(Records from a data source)
.....

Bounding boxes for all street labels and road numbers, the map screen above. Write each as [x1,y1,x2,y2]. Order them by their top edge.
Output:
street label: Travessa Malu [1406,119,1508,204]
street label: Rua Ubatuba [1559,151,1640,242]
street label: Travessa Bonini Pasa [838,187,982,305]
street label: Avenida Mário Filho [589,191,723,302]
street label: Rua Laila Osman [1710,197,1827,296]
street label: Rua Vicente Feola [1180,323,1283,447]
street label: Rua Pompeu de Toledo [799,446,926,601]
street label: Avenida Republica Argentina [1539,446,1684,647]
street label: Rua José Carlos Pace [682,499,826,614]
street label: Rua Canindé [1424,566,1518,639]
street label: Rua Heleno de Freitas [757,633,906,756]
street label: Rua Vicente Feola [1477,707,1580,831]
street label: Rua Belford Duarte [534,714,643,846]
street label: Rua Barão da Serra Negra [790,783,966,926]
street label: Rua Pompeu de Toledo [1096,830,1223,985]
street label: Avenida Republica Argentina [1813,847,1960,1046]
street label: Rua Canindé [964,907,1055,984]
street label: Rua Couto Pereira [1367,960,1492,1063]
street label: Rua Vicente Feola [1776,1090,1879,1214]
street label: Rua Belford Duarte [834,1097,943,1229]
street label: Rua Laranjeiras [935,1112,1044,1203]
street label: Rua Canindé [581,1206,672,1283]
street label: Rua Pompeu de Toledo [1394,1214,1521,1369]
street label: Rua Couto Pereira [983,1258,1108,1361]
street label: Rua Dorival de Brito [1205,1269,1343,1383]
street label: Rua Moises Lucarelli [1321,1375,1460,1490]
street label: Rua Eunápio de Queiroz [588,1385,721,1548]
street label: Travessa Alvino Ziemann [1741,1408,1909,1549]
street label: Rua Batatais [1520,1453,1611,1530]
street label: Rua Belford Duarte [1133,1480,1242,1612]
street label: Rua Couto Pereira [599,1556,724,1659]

.....

=== EXERCISE AIM ===
Provide a faithful, complete copy of the entries above.

=== EXPECTED OUTPUT ===
Bounding boxes for all street labels and road numbers, the map screen above. Write each as [x1,y1,x2,y2]. Order them by their top edge.
Output:
street label: Travessa Malu [1406,119,1508,204]
street label: Rua Ubatuba [1559,151,1640,242]
street label: Travessa Bonini Pasa [838,187,982,305]
street label: Avenida Mário Filho [589,191,723,302]
street label: Rua Laila Osman [1710,197,1827,296]
street label: Rua Vicente Feola [1180,323,1283,447]
street label: Rua Pompeu de Toledo [799,446,926,601]
street label: Avenida Republica Argentina [1539,446,1684,647]
street label: Rua José Carlos Pace [682,499,826,614]
street label: Rua Canindé [1424,566,1518,639]
street label: Rua Heleno de Freitas [757,633,906,756]
street label: Rua Vicente Feola [1477,707,1580,831]
street label: Rua Belford Duarte [534,714,643,846]
street label: Rua Barão da Serra Negra [790,783,966,926]
street label: Rua Pompeu de Toledo [1096,830,1223,985]
street label: Avenida Republica Argentina [1813,847,1960,1046]
street label: Rua Canindé [964,907,1055,984]
street label: Rua Couto Pereira [1367,960,1492,1063]
street label: Rua Vicente Feola [1776,1090,1879,1214]
street label: Rua Belford Duarte [834,1097,943,1229]
street label: Rua Laranjeiras [935,1112,1044,1203]
street label: Rua Canindé [581,1206,672,1283]
street label: Rua Pompeu de Toledo [1394,1214,1521,1369]
street label: Rua Couto Pereira [983,1258,1108,1361]
street label: Rua Dorival de Brito [1205,1269,1343,1383]
street label: Rua Moises Lucarelli [1321,1375,1460,1490]
street label: Rua Eunápio de Queiroz [588,1385,721,1548]
street label: Travessa Alvino Ziemann [1741,1408,1909,1549]
street label: Rua Batatais [1520,1453,1611,1530]
street label: Rua Belford Duarte [1133,1480,1242,1612]
street label: Rua Couto Pereira [599,1556,724,1659]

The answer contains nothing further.